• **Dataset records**
○ ○ ○ ○ ○
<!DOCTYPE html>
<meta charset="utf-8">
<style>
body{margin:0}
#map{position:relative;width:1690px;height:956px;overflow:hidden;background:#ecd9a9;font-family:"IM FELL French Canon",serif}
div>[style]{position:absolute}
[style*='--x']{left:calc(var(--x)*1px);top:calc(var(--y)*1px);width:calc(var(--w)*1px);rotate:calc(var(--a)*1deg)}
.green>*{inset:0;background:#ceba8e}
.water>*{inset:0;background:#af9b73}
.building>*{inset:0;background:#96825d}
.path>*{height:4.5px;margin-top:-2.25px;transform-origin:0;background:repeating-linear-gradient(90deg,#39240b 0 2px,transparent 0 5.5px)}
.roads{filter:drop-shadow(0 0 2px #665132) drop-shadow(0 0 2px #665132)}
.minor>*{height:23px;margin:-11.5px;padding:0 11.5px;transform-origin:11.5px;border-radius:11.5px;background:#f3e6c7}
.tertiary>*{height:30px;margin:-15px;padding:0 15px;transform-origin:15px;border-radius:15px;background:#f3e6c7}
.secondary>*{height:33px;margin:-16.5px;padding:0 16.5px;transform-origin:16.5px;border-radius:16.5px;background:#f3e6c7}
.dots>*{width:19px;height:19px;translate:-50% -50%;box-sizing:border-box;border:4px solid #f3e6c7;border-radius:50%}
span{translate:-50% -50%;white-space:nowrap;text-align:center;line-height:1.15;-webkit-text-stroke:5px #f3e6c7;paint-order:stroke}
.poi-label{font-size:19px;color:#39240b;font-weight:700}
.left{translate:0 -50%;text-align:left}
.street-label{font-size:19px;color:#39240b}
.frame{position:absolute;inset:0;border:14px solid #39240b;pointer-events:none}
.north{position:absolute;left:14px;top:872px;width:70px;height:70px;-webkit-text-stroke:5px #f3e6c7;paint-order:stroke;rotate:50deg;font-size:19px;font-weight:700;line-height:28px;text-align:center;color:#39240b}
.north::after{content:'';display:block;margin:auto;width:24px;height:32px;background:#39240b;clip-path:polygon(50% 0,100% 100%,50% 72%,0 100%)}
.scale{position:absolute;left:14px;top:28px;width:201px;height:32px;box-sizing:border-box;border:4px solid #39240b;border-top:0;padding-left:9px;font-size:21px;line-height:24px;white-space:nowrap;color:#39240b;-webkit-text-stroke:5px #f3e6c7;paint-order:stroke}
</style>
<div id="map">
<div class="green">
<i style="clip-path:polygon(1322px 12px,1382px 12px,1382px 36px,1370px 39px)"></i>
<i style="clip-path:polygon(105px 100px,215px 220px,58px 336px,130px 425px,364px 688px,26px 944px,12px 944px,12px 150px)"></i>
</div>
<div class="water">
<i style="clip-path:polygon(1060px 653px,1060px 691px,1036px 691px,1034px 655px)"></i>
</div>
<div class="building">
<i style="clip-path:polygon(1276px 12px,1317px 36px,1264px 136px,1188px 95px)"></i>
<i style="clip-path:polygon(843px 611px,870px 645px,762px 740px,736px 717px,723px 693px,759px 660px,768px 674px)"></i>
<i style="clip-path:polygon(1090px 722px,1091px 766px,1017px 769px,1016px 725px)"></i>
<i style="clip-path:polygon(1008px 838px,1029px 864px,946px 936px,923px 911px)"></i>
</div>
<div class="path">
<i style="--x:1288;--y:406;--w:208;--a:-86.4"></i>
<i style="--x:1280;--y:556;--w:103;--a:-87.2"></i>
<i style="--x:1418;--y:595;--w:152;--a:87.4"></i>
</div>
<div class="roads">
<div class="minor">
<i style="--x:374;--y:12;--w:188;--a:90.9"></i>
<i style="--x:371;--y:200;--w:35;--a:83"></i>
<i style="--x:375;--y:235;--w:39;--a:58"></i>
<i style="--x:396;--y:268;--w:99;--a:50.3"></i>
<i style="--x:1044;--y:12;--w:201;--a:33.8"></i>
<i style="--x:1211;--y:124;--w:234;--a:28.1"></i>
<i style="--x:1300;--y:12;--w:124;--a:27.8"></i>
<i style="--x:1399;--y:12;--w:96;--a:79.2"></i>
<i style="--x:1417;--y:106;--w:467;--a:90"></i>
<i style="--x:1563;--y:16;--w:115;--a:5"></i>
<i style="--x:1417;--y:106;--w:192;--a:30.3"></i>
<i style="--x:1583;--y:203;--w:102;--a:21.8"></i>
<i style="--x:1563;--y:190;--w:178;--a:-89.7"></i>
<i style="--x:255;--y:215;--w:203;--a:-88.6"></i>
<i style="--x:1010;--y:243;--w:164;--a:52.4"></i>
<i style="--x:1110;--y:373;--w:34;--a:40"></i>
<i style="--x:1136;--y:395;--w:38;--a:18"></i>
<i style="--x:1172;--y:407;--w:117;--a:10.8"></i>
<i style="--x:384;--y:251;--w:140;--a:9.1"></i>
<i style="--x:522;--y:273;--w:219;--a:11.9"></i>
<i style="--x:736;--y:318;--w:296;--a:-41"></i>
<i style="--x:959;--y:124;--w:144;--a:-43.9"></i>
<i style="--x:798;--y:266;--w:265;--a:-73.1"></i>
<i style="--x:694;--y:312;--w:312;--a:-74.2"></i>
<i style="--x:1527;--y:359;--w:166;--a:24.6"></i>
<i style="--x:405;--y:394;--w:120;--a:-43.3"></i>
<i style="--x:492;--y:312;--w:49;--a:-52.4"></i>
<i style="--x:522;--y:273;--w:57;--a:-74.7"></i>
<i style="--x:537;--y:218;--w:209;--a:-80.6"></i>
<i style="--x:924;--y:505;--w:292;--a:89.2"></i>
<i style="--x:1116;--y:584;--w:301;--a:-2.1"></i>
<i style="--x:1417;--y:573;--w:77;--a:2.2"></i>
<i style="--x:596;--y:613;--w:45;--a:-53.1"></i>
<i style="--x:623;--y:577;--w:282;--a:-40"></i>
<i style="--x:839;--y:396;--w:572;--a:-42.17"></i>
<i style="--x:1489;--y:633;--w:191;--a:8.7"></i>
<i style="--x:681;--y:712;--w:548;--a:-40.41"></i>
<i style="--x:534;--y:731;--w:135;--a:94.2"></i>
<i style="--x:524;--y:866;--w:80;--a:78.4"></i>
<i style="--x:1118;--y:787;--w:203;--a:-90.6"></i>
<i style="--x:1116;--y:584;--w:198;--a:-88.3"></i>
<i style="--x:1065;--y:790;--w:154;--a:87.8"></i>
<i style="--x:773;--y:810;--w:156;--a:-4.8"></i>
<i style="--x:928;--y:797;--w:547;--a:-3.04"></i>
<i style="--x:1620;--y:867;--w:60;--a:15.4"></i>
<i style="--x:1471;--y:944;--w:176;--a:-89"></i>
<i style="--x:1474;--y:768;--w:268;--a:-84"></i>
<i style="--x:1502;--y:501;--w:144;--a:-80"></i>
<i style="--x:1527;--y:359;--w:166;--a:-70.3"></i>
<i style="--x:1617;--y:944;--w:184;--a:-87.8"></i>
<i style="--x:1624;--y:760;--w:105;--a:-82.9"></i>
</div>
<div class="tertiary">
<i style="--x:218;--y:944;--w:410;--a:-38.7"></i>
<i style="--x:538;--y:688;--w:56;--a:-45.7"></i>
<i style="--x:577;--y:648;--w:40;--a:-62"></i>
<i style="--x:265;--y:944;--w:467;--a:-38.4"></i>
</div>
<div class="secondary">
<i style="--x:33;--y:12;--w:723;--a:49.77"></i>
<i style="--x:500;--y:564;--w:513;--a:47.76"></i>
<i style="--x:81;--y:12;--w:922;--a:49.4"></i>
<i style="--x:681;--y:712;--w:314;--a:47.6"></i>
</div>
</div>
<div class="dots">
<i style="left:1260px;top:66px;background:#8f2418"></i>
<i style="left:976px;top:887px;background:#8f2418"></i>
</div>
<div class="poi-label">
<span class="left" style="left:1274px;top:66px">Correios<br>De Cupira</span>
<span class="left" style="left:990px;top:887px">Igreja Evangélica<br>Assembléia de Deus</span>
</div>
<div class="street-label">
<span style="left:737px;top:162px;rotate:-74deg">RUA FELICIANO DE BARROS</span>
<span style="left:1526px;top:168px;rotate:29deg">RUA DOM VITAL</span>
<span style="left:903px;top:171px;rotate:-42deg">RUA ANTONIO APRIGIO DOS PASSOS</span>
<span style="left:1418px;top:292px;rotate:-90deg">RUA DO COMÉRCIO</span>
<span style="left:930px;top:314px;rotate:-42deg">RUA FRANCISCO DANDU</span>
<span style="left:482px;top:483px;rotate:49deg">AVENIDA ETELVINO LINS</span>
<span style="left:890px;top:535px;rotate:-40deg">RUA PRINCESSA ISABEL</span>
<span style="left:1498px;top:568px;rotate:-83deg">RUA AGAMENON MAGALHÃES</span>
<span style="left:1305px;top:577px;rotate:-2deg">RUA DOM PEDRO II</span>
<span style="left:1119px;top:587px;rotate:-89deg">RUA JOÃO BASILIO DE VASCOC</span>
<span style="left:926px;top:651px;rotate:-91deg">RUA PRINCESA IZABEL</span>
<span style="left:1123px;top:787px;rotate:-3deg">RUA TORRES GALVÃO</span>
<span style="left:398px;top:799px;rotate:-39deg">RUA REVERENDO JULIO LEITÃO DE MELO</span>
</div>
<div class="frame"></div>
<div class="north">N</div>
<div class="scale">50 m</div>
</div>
○ ○ ○ ○ ○
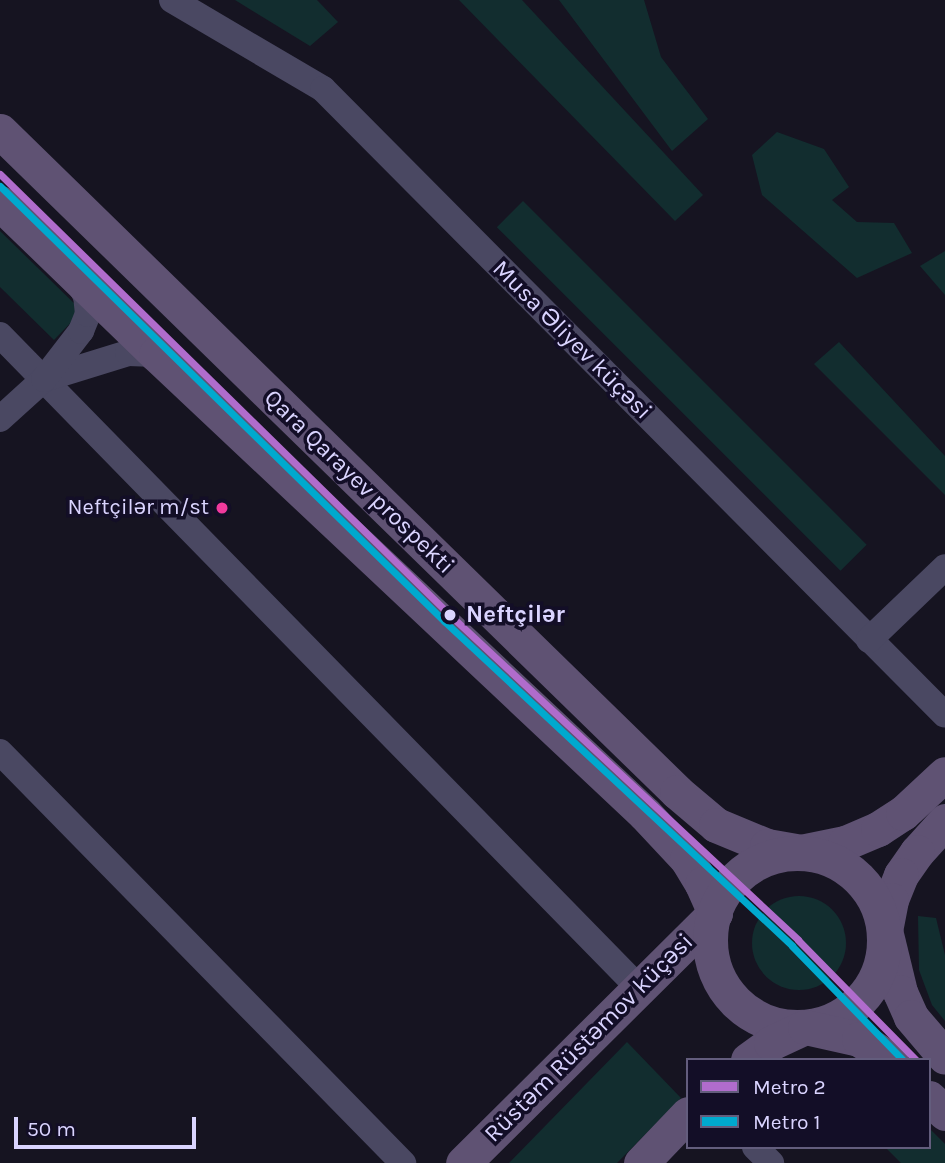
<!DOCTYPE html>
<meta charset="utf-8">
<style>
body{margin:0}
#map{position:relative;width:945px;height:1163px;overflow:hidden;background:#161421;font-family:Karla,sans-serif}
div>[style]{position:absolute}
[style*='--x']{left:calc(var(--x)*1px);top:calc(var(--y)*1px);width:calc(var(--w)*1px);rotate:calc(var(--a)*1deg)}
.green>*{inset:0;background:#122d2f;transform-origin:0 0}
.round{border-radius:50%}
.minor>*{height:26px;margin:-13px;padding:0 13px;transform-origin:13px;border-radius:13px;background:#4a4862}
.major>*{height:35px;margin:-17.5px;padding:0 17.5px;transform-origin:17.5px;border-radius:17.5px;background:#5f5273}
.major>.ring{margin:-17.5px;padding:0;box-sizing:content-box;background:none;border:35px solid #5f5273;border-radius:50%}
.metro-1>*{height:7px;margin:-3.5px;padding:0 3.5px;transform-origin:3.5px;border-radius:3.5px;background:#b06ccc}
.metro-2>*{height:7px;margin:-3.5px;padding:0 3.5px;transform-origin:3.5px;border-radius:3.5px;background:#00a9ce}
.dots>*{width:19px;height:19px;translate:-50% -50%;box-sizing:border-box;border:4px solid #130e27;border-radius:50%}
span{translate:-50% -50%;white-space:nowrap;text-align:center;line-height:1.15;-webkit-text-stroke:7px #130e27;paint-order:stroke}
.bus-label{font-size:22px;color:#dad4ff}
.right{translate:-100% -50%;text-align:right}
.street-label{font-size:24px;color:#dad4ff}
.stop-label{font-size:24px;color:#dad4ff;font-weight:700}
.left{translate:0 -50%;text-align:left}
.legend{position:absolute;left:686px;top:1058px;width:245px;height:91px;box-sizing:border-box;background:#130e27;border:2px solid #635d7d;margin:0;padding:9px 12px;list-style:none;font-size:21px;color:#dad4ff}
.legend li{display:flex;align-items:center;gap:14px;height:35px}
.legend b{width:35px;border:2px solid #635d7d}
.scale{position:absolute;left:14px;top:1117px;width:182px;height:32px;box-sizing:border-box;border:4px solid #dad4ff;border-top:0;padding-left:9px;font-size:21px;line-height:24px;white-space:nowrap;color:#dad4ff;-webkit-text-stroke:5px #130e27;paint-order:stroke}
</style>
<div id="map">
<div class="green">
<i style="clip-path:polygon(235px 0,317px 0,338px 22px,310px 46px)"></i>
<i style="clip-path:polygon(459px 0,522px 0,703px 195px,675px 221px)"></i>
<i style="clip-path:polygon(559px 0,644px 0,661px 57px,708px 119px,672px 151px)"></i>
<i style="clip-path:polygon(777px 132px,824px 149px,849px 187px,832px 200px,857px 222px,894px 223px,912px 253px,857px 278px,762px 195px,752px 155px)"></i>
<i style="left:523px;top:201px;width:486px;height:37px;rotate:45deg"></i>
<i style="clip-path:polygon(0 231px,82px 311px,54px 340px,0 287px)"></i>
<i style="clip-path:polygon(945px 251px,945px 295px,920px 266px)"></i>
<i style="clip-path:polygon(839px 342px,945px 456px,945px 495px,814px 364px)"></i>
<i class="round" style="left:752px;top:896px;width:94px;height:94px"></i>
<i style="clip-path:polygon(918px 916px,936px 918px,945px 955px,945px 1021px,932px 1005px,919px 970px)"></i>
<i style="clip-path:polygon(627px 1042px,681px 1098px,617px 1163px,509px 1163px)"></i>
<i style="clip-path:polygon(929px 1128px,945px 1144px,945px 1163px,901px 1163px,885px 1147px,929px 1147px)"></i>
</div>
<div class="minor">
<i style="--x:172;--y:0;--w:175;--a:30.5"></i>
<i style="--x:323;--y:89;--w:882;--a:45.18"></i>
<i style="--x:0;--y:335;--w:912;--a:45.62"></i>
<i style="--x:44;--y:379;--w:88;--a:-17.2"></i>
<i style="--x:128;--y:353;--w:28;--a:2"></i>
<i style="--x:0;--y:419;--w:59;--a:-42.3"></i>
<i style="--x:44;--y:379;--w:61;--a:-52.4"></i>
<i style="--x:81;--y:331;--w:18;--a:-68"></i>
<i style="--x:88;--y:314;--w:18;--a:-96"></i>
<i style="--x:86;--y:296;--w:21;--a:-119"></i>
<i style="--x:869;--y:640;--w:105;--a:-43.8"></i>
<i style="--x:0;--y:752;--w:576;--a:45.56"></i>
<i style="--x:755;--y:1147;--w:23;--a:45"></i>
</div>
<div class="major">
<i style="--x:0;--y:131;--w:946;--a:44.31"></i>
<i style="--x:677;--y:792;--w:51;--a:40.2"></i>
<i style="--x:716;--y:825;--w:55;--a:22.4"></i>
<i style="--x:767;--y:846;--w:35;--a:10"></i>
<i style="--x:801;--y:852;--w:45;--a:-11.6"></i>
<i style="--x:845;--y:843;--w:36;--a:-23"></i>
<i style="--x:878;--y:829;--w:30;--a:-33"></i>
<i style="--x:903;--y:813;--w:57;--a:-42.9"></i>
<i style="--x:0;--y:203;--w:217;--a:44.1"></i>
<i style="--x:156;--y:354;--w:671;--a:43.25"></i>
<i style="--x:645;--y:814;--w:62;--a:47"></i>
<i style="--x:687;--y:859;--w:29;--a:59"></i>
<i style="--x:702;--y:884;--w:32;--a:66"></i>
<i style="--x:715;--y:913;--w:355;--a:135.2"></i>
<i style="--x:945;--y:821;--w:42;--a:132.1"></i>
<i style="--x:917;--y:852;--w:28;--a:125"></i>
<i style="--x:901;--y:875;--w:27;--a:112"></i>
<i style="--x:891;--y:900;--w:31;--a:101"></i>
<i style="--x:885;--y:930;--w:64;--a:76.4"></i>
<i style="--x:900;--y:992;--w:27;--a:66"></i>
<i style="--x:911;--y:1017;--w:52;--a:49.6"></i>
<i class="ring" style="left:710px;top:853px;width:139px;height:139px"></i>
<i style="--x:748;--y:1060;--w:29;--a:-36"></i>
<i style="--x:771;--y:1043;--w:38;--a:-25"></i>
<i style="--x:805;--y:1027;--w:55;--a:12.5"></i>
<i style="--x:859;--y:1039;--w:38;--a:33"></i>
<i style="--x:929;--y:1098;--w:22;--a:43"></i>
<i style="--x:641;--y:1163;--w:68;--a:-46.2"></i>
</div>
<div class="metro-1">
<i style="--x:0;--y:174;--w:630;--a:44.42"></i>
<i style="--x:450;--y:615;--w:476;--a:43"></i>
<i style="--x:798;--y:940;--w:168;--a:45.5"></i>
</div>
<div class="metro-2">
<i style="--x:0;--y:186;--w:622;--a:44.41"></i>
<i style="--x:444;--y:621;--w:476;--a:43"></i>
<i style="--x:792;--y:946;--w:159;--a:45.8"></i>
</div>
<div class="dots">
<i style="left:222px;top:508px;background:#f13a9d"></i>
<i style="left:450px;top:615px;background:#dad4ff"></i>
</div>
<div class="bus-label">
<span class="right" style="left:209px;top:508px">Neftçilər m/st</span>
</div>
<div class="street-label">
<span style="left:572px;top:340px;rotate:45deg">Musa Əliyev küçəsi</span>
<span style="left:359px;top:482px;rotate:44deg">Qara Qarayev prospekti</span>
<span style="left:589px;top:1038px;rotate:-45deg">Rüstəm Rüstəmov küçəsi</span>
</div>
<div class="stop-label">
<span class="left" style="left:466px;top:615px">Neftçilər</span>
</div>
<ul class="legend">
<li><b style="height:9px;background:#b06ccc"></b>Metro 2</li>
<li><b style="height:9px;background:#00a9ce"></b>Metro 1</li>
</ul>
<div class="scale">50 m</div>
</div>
○ ○ ○ ○ ○
• **Directions for this task**
State how many lines of the records contain the word "hidden". Give that number alone.

• **Solution below**
2